# Spoon fishing



## slingblade625 (Nov 27, 2016)

What are some of the jiggin spoons you guys use an get the best results on. I watched a guy jig up fish after fish Saturday an I had been jigging basically the same area before he came in. I did not catch a fish on a spoon. I started to float over an ask him what spoon he was using but I believe he was tournament fishing,so I didn't since I was just fishing. It looked like it was a vertical flutter spoon!! Not exactly sure but what he was using certainly wasnt what I used, because he was catching fish by the basket full.


----------



## WPrich (Nov 27, 2016)

I just use plain kastmasters, but those Ben Parker spoons have been the craze so he may have been using them.


----------



## cutsawah (Nov 28, 2016)

Flex-it,white with blue reflective tape seems to work best for me. 1/2 ounce.


----------



## TroyBoy30 (Nov 28, 2016)

flex it .60 white body with silver foil

caught 10 on it saturday


----------



## Coenen (Nov 28, 2016)

The spoon remains a mystery to me as well. I'm making an effort to throw them more, but just not having much in the way of luck. Must not have the right angle in my dangle.


----------



## ryork (Nov 28, 2016)

I like the Flex-Its as well. If you're using one of the spoons that doesn't come with an o-ring or swivel, like the old style Hopkins spoons, it is worth the effort to attach one to tie the line on to. Makes a big difference IMO.


----------



## slingblade625 (Nov 29, 2016)

Yes guys, I use flex it spoons all the time an used them Saturday but no takers on it. He had what looked like a spoon that would flutter he was vertical jigging it an It looked to be 3" to 4" long an chrome. I thought someone may have an idea as to what it was. I know it was catching fish that would not hit a flex it spoon or any other spoon I dropped down.


----------



## Coenen (Nov 29, 2016)

slingblade625 said:


> Yes guys, I use flex it spoons all the time an used them Saturday but no takers on it. He had what looked like a spoon that would flutter he was vertical jigging it an It looked to be 3" to 4" long an chrome. I thought someone may have an idea as to what it was. I know it was catching fish that would not hit a flex it spoon or any other spoon I dropped down.

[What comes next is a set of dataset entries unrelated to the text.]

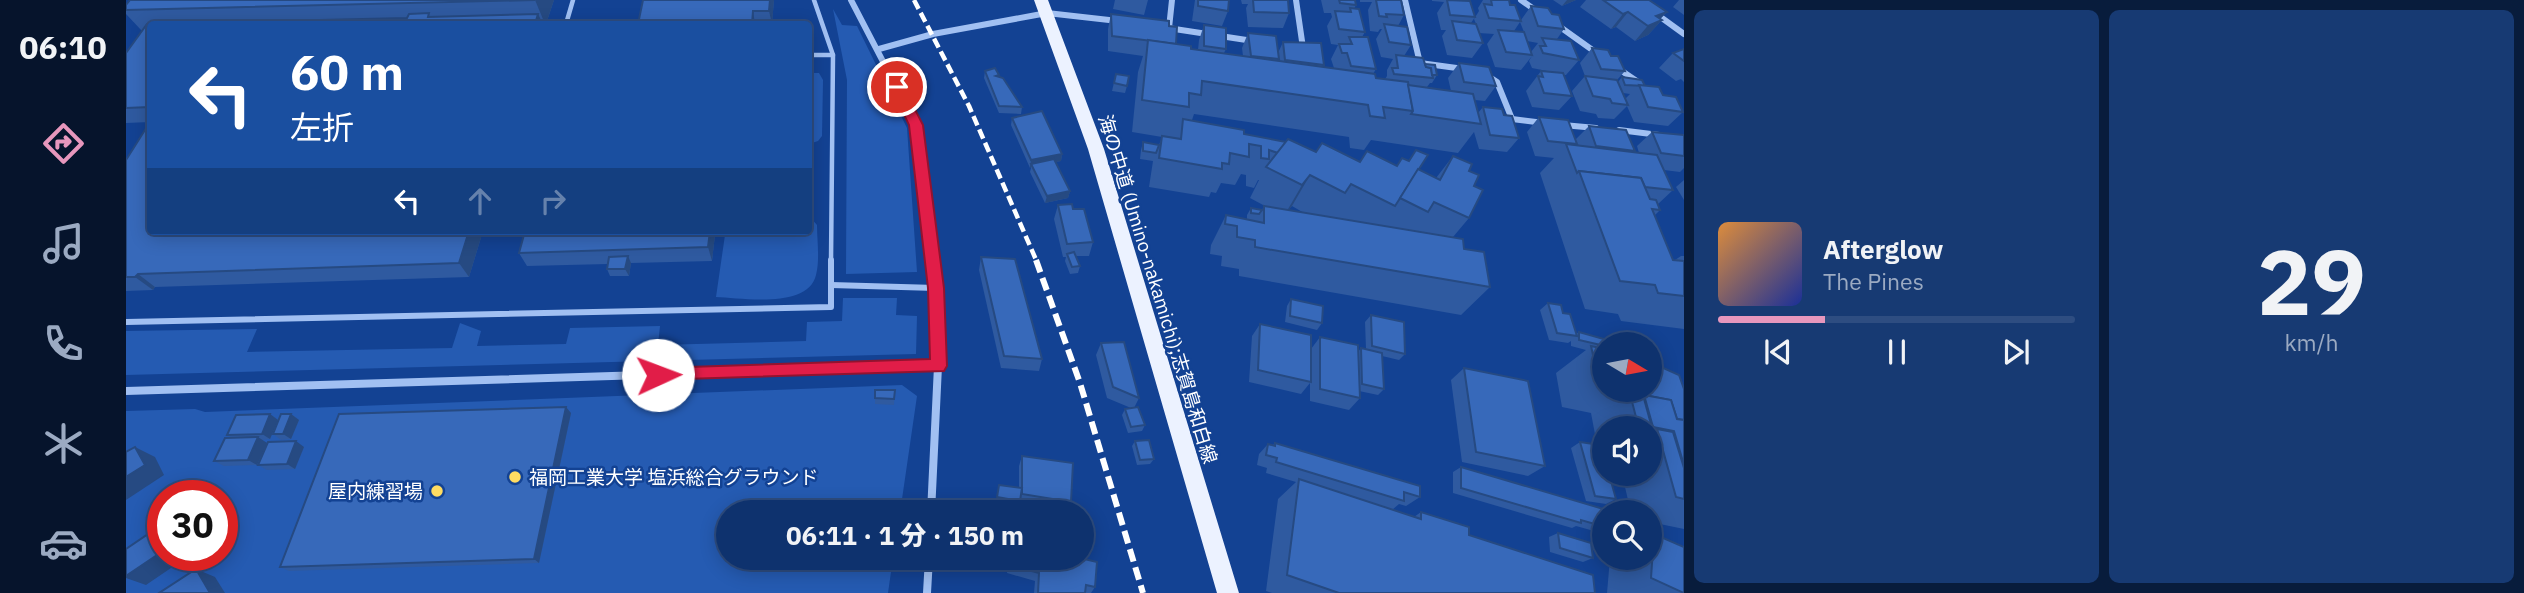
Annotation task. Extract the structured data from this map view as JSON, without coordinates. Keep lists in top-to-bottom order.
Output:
{
  "streets": {
    "main road": ["海の中道 (Umino-nakamichi);志賀島和白線"]
  },
  "places": ["福岡工業大学 塩浜総合グラウンド", "屋内練習場"],
  "north": "right",
  "page": {
    "tabs": "06:10",
    "tile": ["29", "km/h"],
    "turn": ["60 m", "左折"],
    "song": ["Afterglow", "The Pines"],
    "limit": "30",
    "trip": "06:11 · 1 分 · 150 m"
  }
}
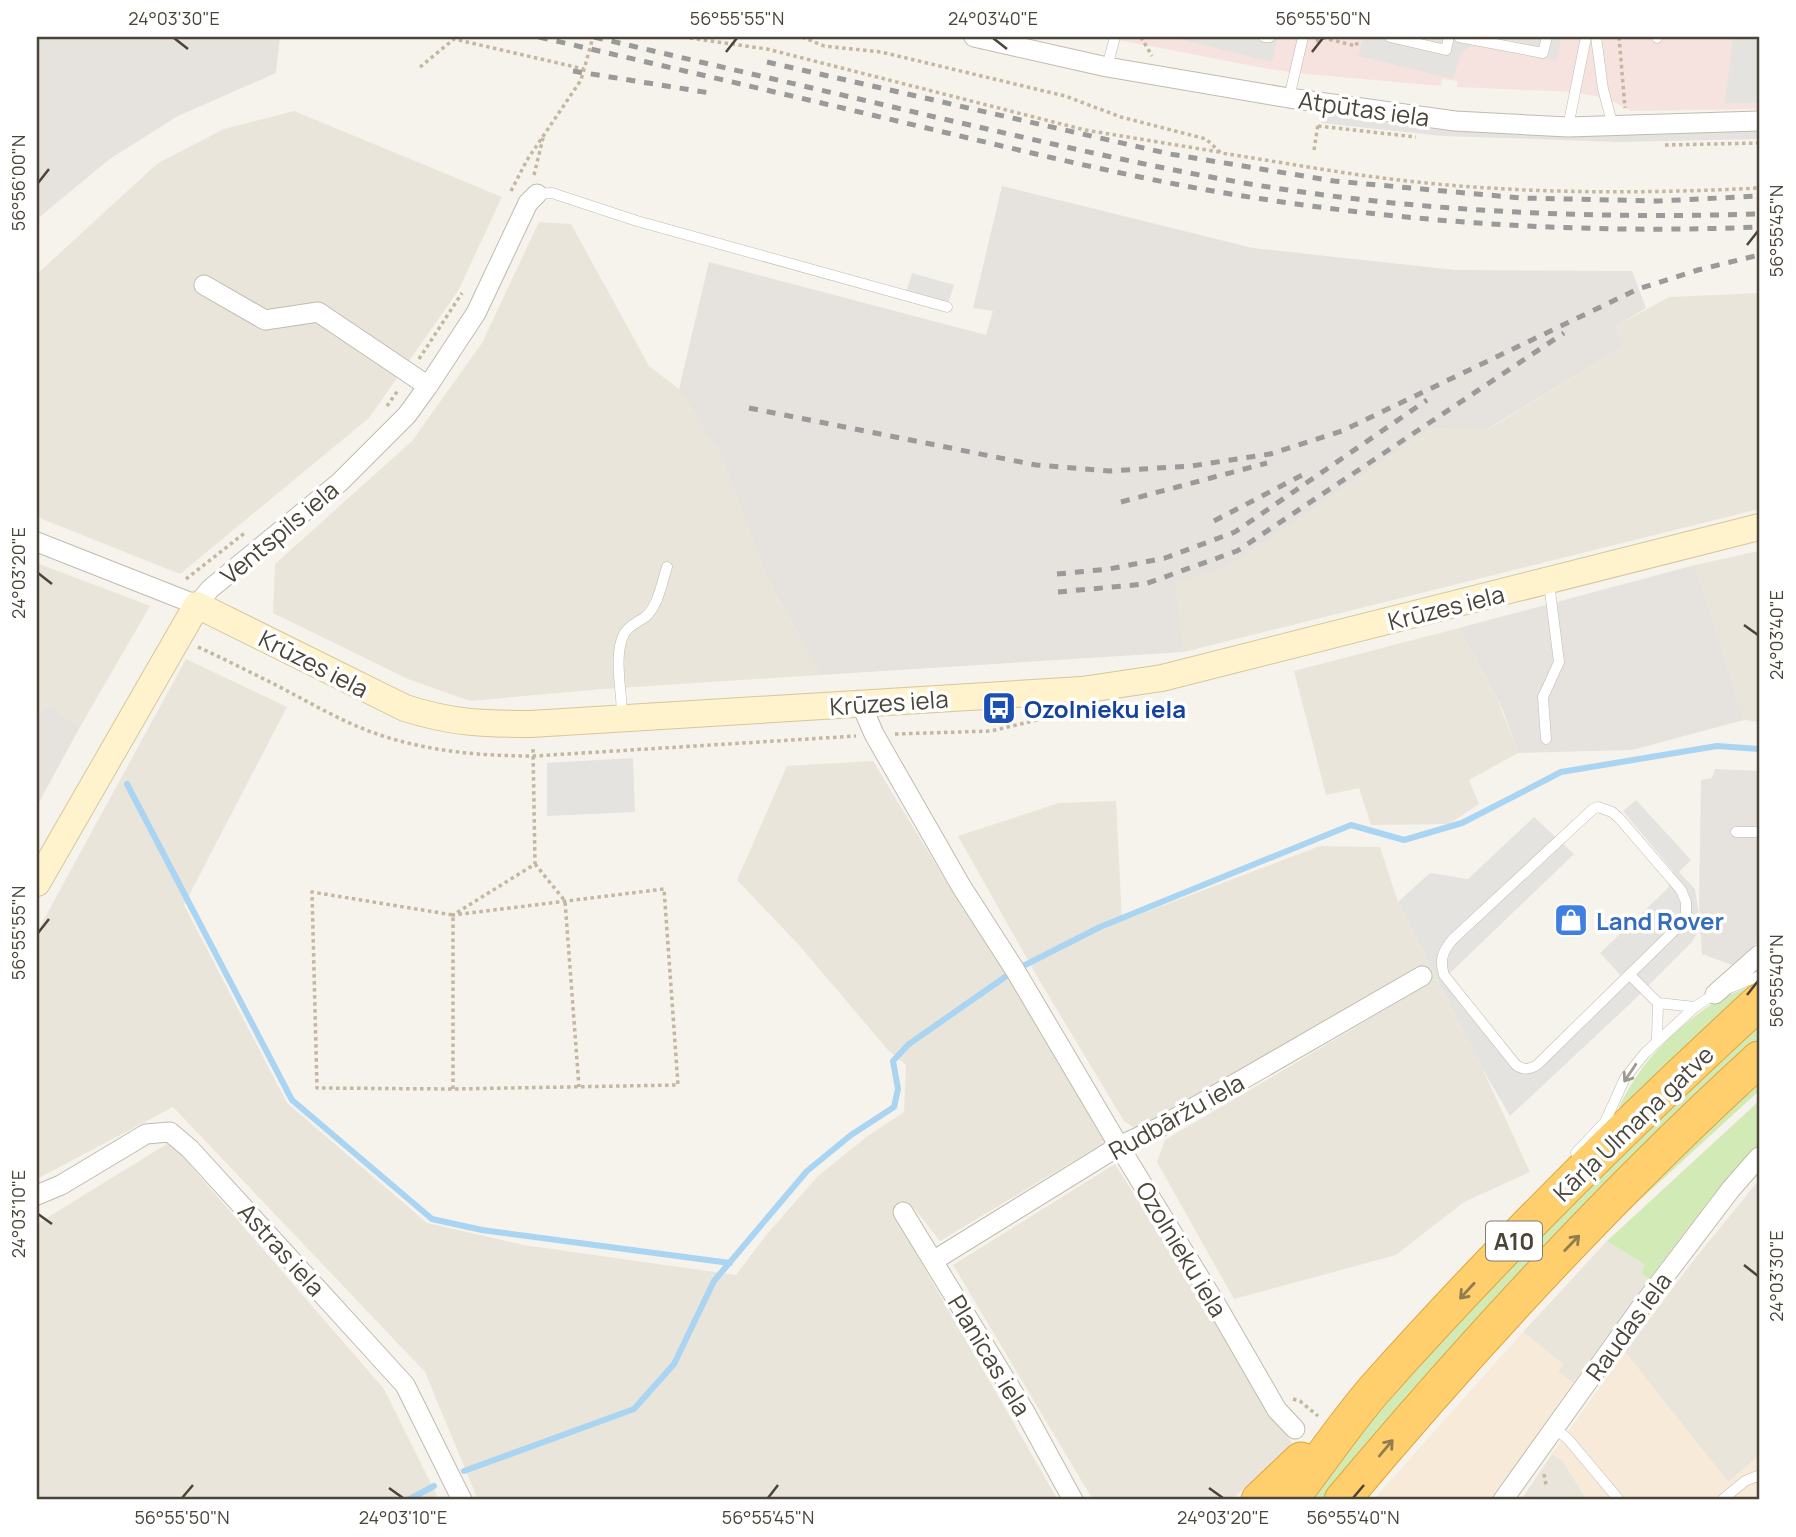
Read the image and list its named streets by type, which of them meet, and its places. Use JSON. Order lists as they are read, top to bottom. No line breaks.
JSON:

Could've been something like a Johnson Shutter or a Nichols Mojo.


----------



## NCHillbilly (Nov 29, 2016)

Hopkins, Cotton Cordell, and Flex-its have all done well for me on bass, walleye, white bass, and other species, in roughly that order.


----------



## bfriendly (Nov 29, 2016)

Coenen said:


> Could've been something like a Johnson Shutter or a Nichols Mojo.

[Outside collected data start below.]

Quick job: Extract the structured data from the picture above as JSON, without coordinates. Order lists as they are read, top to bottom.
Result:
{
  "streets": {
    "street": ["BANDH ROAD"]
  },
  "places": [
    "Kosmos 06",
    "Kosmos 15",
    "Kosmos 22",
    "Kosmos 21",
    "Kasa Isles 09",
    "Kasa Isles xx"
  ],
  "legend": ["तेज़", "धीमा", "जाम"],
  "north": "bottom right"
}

I was thinking a Mojo too....I make the Do-It mold casting spoons........I have one mold that makes 4 different sizes. I have had good luck on them. I color them white or Green pumpkin. I need to get some Chartreuse powder to make some of them that.........Does not sound like he was using them though.
Did you happen to notice how he was working them? Many times just leaving it hanging there a few inches off the bottom will get them smashed. My luck is hit and miss for sure


----------



## slingblade625 (Nov 29, 2016)

It looked to be shiney chrome. An he was working it in short 18" jerks,Constantly except when a fish was on it. Which went on til he got tired of catching the same size an went looking to upgrade on size. (He left) fish biting. Wish I had just slid over closer an just ask but I didn't want to bother him while he was tournament fishing


----------



## 61BelAir (Nov 29, 2016)

I've never caught a fish on a spoon.....or any bass on a vertical presentation except once by accident while dropping my line straight down to test depth of a chalk pond.  That being said I have to ask:

So did you go over there after he left and give them another try?


----------



## slingblade625 (Nov 30, 2016)

I had been their already, No takers. I had moved to bank to throw crankbaits, caught 5 before the day was done but he caught that many in less than 5 mins or so. An I dropped different spoons trying to get bit, then I move an he floats in an well you know how it went.


----------



## NCHillbilly (Nov 30, 2016)

One thing I have found is that a lift works better than a jerk or snap, and letting it flutter down completely slack is the key. Timing is everything, too. Pretty much 100% of the hits happen on the slack fall. You usually don't feel the hit, you know a fish is on it when the spoon doesn't hit the end of the line when it's supposed to.


----------



## Kestas69 (Nov 30, 2016)

Deep fish could be scattered all other the place, or concentrated in one particular spot. Fishing same area, or same spot-to different things.
In one area, Saturday I caught  20-30 bass. Fish was chasing small baitfish and hitting spoon all over the ditch. Came back to the same area on Sunday and caught fish only from one spot. Fish was concentrated around fallen tree next to road bed in the middle of the ditch and didn't move around at all.


----------



## Coenen (Nov 30, 2016)

NCHillbilly said:


> One thing I have found is that a lift works better than a jerk or snap, and letting it flutter down completely slack is the key.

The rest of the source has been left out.